Our culture tries to pull us away from ourselves with ever busier schedules and demands or with flashy enticements to ‘exciting’ distractions. But to maintain even the barest of sanity you need to take time every day to do something for yourself, to be with your actual real self. Four percent for you should really be a bare minimum of what you give to yourself.
Put Yourself First to Find Your Self
Financial planners often stress the importance of taking the first 10% of your paycheck for yourself. I haven’t heard this advice so much lately. I’m not sure if that’s because I don’t pay much attention to financial planners or if it’s because our splintering economy makes that advice rather moot. But I do know that you need to put your own needs first to regain your genuine self. It’s how you learn to be comfortable with who you really are, who you are outside whatever you have accumulated or without any of the roles you play as worker, parent, volunteer, athlete, gamer, whatever it is that fills your days and your psyche.
Have a Life Work Balance
Ideally we would all follow the advice of my friend Victor who has recently shifted from having a work life balance to having a life work balance. He puts his life first and lets his work support that. In that scenario we place a higher priority on life than we do on work.

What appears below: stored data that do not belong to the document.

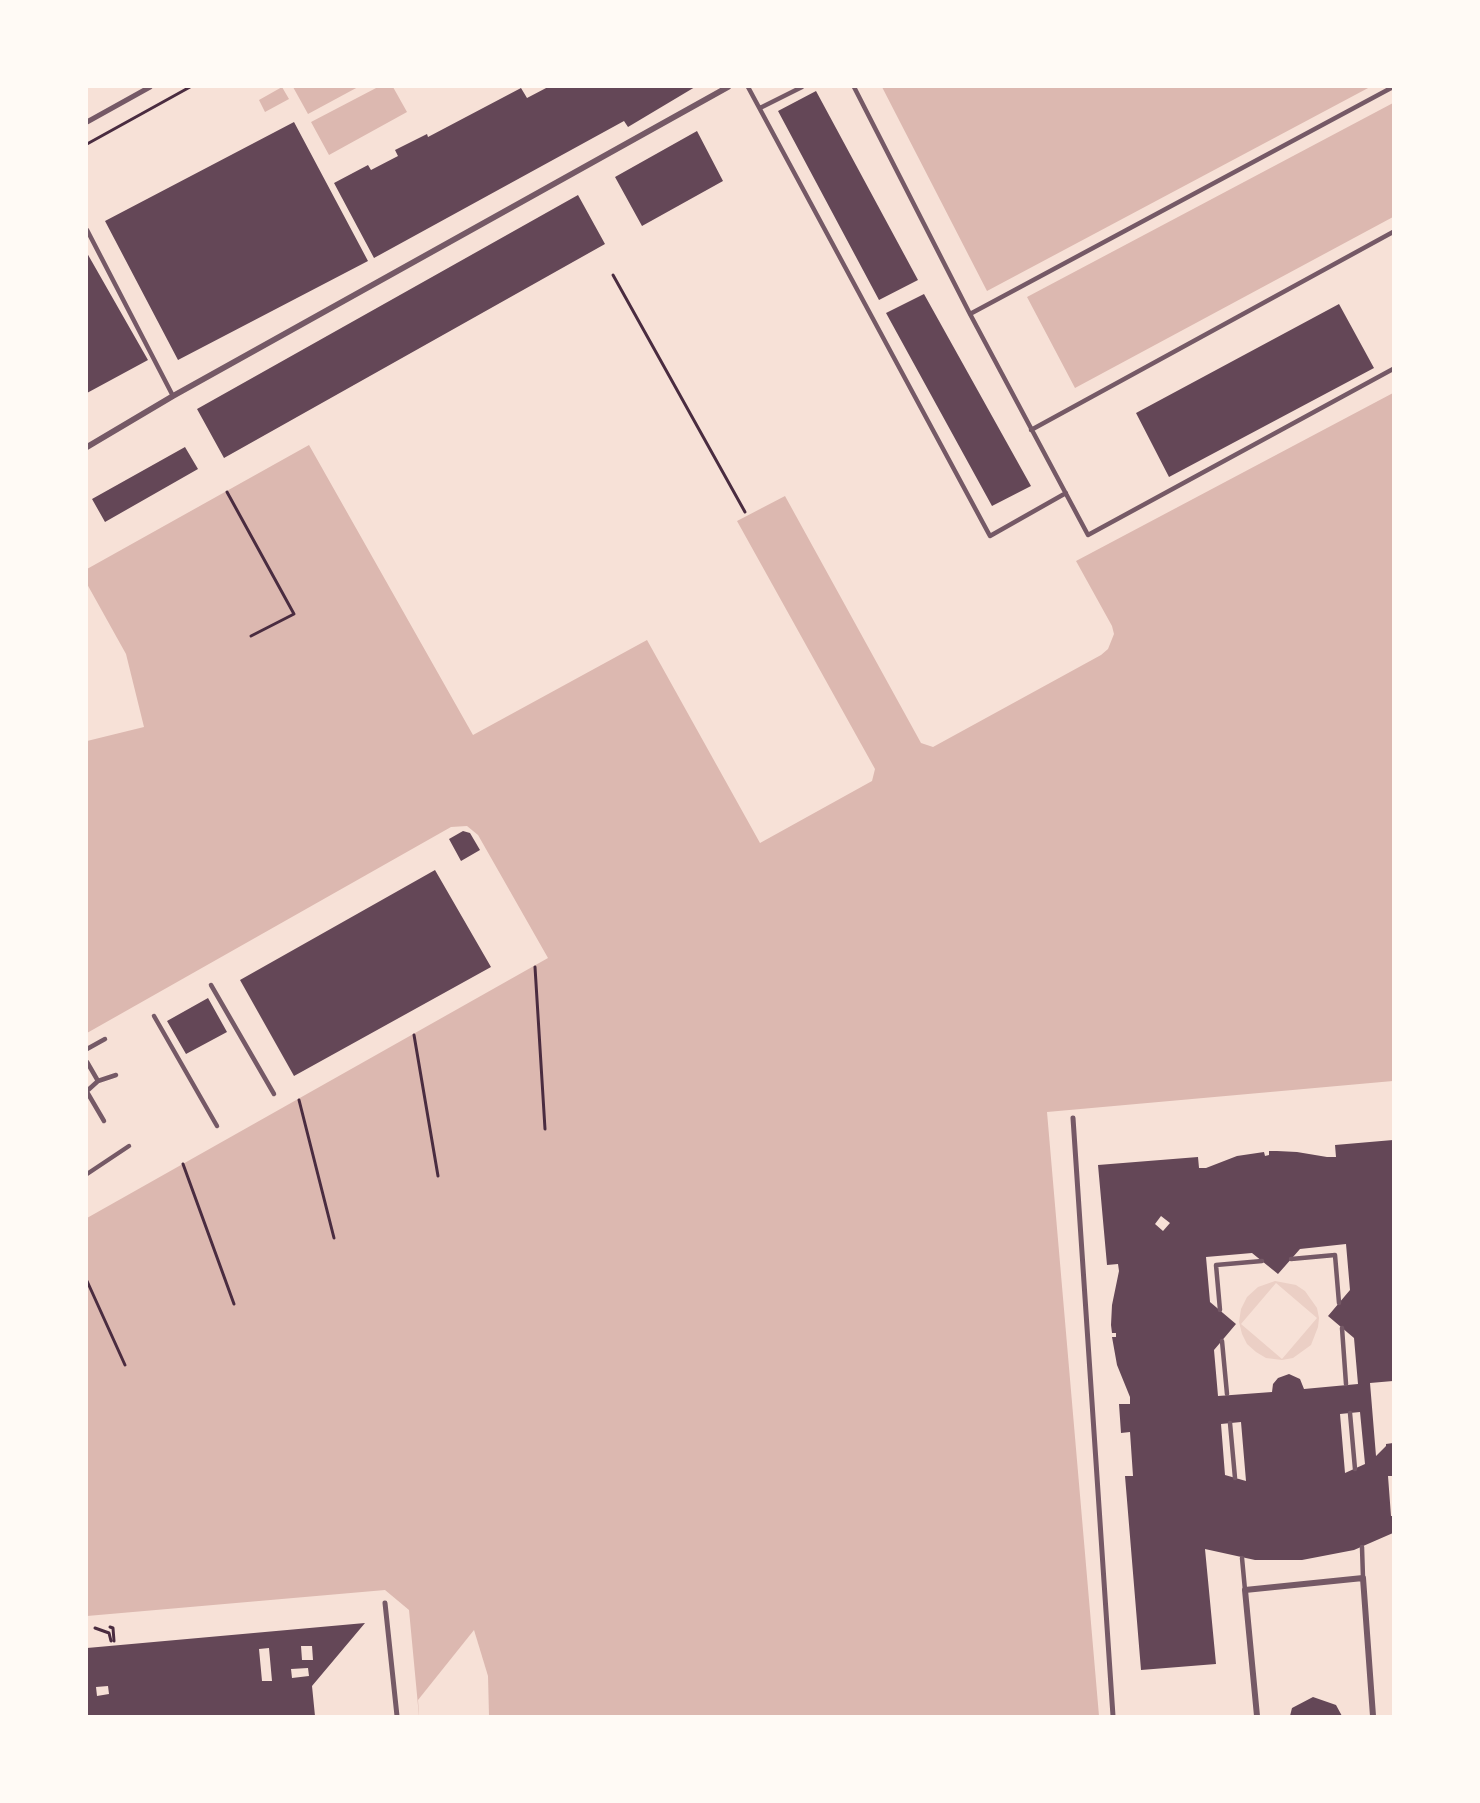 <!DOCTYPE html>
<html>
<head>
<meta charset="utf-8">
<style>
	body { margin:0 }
	#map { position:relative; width:1480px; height:1803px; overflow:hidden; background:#f7e1d7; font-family:Figtree,sans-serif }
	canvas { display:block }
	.frame { position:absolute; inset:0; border:88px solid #fffaf5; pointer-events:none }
</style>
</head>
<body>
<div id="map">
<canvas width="1480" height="1803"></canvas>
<div class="frame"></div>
</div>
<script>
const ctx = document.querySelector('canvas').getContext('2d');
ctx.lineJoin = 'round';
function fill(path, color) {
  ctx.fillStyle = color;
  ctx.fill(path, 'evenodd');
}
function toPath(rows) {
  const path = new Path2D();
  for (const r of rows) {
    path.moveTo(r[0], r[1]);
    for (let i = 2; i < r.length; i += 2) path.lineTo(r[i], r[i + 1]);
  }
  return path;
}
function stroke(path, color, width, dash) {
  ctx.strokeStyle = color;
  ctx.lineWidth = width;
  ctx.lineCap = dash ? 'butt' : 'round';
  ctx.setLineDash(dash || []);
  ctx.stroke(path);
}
fill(toPath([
	[1275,1281,1296,1285,1305,1291,1317,1308,1319,1318,1318,1327,1311,1345,1293,1358,1282,1360,1266,1358,1256,1352,1247,1344,1242,1334,1239,1322,1241,1309,1247,1297,1258,1287],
	[1276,1283,1317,1318,1282,1359,1241,1324]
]), '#ebcfc5');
fill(toPath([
	[282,87,289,99,265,112,259,100],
	[293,87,358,87,308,114],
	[378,87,393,87,407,112,329,155,311,122],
	[882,87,1370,87,987,291],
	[1393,103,1393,217,1075,388,1027,297],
	[1393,393,1393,1081,1047,1112,1099,1716,419,1716,409,1610,385,1590,87,1616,87,1218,548,958,478,835,467,826,451,827,87,1033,87,741,144,727,126,654,87,584,87,569,309,445,473,735,647,640,760,843,872,781,875,769,737,521,785,496,921,743,933,747,1101,655,1108,649,1114,634,1112,626,1076,561]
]), '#dcb8b0');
fill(toPath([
	[474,1630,488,1676,489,1716,419,1716,418,1700]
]), '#f7e1d7');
fill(toPath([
	[548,87,695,87,628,127,624,121,374,258,334,183,368,165,371,170,398,156,395,150,427,134,428,137,521,88,527,98],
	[816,91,918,280,879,300,778,111],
	[294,122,368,261,178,360,105,221],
	[697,131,723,181,642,226,615,177],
	[578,195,605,244,224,458,197,409],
	[87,253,148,360,87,393],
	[924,294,1031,486,992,506,886,313],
	[1339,304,1374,368,1169,477,1136,413],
	[185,447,198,469,105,522,92,499],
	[463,831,470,833,480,850,461,861,449,839],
	[435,870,491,967,294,1076,240,980],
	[208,998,227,1032,186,1054,167,1021],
	[1393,1140,1393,1381,1370,1383,1376,1456,1386,1446,1386,1444,1393,1443,1393,1476,1388,1476,1391,1516,1393,1516,1393,1533,1354,1550,1302,1560,1255,1560,1205,1549,1216,1664,1141,1670,1125,1476,1133,1476,1130,1432,1121,1433,1119,1404,1130,1404,1130,1397,1117,1365,1112,1337,1116,1337,1116,1333,1112,1333,1111,1325,1112,1305,1119,1271,1118,1264,1107,1265,1098,1165,1198,1157,1199,1168,1206,1168,1237,1156,1264,1152,1265,1156,1269,1155,1269,1151,1277,1151,1297,1152,1327,1157,1336,1157,1335,1145],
	[1161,1216,1170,1223,1163,1231,1155,1224],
	[1346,1244,1350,1290,1328,1316,1354,1338,1358,1384,1304,1389,1300,1379,1289,1374,1278,1378,1273,1384,1272,1392,1218,1396,1214,1350,1236,1324,1210,1302,1206,1257,1252,1253,1278,1274,1300,1249],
	[1360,1412,1365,1464,1345,1473,1340,1414],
	[1241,1422,1246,1481,1225,1475,1221,1424],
	[365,1623,312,1686,315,1716,87,1716,87,1648],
	[301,1646,312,1646,313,1660,302,1660],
	[269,1648,272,1681,262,1681,259,1649],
	[308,1668,309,1676,292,1678,291,1669],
	[108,1686,109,1694,97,1696,96,1687],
	[1313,1697,1336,1705,1342,1716,1290,1716,1292,1708]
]), '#644757');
stroke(toPath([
	[87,144,190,87],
	[613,275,745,512],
	[227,492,294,614,251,636],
	[535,967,545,1129],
	[414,1035,438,1176],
	[299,1100,334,1238],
	[183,1164,234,1304],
	[87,1281,125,1365],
	[110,1627,113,1628,114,1641],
	[95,1628,109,1633,111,1641]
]), '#4a2c40', 3);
stroke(toPath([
	[748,87,990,536,1066,493],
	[854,87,970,314,1088,535,1393,369],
	[760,108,802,87],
	[87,230,173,396],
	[970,314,1393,87],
	[1031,430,1393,232],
	[211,985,274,1094],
	[154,1016,217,1126],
	[87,1049,105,1039],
	[87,1062,98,1081],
	[87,1091,98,1081,116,1075],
	[87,1092,104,1121],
	[87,1174,129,1146],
	[1291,1259,1335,1255,1339,1303],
	[1220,1310,1216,1265,1262,1261],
	[1342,1328,1346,1384],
	[1222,1341,1227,1394],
	[1350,1413,1355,1469],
	[1230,1423,1235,1478],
	[1362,1547,1363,1578],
	[1242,1558,1245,1590]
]), '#755966', 4.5);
stroke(toPath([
	[87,122,150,87],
	[1073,1118,1113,1716],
	[385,1603,397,1716]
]), '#755966', 5);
stroke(toPath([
	[87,447,173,396,728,87],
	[1257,1716,1245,1590,1363,1578,1373,1716]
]), '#755966', 6);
</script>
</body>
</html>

That doesn’t necessarily speak to a change in the amount of time we spend on any given activity. It does speak to a change in perspective. It means putting our own needs ahead of the demands of the outer world, the world beyond your control. Verse 2 of The Tao Te Ching reads, “Therefore the wise go about doing nothing, teaching no-talking. Everything rises and falls without cease. Creating, yet not possessing, Working, yet not taking credit. Work is done, then forgotten. Therefore it is eternal.”

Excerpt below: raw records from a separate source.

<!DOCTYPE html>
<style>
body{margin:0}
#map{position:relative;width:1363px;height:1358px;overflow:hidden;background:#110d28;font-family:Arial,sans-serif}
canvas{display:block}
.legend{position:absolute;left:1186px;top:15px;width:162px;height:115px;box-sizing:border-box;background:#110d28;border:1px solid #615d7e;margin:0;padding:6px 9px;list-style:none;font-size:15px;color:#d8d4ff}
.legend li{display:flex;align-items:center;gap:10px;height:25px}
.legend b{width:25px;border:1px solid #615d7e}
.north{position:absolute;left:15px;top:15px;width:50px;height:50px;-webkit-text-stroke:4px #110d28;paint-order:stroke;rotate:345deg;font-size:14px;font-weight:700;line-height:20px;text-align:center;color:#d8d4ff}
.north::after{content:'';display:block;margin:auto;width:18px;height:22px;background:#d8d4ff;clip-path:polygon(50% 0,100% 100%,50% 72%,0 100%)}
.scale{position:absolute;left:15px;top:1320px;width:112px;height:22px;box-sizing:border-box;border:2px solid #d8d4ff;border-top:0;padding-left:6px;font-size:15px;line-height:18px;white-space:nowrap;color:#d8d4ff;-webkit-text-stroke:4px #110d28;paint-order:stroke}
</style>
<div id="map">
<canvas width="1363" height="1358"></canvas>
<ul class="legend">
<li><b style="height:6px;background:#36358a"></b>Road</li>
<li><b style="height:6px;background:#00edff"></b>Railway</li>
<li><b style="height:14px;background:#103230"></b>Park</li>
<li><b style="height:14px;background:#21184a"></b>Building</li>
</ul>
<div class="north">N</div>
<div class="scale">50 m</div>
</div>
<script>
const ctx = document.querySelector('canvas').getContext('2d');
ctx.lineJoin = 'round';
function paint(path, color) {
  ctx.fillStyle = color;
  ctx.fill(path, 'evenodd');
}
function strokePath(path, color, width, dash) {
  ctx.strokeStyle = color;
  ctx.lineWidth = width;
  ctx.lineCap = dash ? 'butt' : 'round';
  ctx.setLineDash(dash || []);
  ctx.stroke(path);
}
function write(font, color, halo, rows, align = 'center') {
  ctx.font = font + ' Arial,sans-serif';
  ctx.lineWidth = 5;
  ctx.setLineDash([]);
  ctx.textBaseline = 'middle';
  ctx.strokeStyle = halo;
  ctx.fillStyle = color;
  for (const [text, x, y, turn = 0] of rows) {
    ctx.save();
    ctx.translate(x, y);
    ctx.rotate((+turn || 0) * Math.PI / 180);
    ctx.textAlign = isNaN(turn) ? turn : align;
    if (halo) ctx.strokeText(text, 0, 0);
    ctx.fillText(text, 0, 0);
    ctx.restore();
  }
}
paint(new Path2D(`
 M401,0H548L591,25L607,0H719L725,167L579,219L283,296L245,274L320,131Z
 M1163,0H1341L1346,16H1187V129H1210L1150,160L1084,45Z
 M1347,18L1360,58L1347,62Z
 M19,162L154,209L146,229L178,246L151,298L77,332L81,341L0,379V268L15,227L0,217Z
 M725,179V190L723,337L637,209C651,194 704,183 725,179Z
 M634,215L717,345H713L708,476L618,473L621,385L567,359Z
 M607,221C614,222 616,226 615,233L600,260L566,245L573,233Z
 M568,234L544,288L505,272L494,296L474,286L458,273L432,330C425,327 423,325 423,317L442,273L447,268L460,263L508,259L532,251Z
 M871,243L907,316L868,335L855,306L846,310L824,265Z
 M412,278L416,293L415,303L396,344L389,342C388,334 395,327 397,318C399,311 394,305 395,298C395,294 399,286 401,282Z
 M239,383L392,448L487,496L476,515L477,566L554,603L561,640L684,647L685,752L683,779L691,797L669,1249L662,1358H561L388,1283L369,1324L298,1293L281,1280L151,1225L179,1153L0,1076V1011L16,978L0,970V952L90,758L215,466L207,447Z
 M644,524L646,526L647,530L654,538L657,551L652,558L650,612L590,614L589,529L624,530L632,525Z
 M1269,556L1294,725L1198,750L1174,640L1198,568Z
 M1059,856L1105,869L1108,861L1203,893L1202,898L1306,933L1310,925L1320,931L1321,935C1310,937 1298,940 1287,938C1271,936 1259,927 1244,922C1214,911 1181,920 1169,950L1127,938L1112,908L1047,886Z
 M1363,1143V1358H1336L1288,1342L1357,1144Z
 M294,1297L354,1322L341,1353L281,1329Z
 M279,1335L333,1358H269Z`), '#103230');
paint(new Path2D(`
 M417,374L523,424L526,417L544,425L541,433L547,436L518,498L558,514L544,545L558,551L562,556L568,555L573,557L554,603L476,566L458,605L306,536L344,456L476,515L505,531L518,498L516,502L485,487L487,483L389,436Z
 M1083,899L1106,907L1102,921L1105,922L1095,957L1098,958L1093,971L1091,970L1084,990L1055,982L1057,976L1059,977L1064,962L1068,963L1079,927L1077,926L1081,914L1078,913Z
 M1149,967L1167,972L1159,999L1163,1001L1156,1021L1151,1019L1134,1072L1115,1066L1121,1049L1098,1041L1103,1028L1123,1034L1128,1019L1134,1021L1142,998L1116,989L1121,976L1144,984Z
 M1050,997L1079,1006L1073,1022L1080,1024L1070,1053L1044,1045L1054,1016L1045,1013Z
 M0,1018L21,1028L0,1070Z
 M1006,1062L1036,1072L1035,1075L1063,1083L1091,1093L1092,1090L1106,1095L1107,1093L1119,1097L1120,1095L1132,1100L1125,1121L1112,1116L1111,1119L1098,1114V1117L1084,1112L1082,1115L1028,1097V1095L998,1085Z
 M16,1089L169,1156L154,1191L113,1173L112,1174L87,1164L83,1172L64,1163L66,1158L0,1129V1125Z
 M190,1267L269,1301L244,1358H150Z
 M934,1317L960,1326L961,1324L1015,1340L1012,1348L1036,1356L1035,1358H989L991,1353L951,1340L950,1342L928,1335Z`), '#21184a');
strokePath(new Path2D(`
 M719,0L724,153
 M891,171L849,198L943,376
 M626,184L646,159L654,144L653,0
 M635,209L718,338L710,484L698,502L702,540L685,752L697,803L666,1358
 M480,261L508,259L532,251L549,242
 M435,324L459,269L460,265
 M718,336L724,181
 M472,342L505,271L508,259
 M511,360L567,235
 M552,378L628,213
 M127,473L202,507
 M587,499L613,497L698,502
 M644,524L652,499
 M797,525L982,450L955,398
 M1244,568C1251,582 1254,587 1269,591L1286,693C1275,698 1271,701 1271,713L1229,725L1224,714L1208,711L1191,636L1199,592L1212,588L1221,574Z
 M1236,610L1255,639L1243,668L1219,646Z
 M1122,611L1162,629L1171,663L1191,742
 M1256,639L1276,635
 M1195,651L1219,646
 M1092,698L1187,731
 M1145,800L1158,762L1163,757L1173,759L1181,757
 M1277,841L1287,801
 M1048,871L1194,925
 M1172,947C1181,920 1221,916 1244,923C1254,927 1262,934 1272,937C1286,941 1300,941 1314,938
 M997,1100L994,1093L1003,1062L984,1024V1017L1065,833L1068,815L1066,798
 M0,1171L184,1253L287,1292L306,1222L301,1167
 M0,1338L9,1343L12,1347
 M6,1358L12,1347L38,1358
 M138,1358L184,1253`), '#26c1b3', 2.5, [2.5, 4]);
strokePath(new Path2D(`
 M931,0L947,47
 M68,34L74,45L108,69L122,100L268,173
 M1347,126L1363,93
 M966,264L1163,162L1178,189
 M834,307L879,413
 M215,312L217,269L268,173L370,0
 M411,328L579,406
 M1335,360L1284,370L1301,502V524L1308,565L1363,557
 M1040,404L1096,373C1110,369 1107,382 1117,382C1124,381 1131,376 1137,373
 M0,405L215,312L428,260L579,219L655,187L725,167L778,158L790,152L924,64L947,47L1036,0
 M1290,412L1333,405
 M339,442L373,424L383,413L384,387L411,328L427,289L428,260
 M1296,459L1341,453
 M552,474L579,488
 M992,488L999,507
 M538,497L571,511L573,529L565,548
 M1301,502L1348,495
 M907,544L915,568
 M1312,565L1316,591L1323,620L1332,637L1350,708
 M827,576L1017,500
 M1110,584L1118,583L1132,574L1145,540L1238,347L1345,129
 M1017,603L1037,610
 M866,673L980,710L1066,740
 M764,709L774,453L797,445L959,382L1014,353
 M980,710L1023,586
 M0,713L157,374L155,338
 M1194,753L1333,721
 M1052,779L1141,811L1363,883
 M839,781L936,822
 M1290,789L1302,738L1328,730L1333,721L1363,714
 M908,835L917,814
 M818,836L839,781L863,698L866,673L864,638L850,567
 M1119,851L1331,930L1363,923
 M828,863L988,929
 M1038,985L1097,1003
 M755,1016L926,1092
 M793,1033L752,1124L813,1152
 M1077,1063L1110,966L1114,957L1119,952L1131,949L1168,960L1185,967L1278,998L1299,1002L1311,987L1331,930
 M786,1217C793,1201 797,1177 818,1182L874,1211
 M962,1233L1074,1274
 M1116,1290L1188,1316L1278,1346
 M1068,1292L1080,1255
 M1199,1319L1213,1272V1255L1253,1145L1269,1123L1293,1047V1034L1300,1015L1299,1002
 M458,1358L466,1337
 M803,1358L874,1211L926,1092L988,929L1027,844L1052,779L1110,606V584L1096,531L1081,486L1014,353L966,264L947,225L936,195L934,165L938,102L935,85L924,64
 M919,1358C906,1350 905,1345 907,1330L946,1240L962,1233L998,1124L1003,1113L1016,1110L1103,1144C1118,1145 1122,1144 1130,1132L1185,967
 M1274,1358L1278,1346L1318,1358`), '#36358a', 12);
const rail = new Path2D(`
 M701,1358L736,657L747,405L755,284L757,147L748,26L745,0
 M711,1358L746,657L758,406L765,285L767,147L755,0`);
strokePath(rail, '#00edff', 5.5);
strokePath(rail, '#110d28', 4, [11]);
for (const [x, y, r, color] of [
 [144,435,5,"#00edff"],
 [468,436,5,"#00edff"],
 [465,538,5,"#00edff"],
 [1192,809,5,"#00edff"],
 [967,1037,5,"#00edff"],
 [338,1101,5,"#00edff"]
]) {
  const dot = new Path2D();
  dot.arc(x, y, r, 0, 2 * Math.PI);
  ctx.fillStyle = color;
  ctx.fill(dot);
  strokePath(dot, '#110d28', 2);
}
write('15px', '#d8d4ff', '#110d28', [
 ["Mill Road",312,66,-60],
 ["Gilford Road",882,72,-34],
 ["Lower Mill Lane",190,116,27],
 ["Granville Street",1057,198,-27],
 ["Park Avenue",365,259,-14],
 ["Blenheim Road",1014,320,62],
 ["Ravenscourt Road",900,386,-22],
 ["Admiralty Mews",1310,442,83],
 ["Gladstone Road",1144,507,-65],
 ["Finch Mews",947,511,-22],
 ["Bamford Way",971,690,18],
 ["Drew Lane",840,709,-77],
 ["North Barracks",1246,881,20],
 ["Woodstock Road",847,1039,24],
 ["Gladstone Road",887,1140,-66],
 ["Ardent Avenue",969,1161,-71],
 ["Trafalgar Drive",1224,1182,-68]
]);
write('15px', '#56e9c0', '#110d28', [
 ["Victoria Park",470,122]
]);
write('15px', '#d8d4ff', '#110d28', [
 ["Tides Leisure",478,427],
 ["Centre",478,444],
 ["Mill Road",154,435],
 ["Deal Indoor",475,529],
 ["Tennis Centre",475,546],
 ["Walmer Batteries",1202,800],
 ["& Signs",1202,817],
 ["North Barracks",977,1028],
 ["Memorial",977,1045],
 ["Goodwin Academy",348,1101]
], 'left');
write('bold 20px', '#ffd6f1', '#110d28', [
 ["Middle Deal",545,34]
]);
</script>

Very few of us live in our ideal world. We live in the world that demands more and more of ourselves with each passing day often just to keep treading water. And if that doesn’t come from a stressful job, it’s often the stress of parenthood. Even if we’re financially secure and or retired we tend to schedule ourselves into distraction if only out of habit. If you take four percent for you, you create a habit of self nurturing.
Nothing done. Nothing Left Udone
We’re used to being on the go. We’re used to staying busy. Essentially we’re used to acting and accomplishing. By so doing, we’re rarely spending any quiet time feeling who we really are. Verse 49 of the Tao Te Ching says, “Less and less is done until non-action is achieved. When nothing is done, nothing is left undone.”
So, I recommend that you start putting yourself first by taking Four Percent for you. Once you get into the habit of taking time for yourself, you’ll be more effective and more at ease with whatever you decide still matters in the world outside yourself. Tai Chi Chuan gives you a time and place to explore yourself, to regain your essential being. It can be the vehicle that helps everything flow together in greater harmony when you calmly express your strong spirit.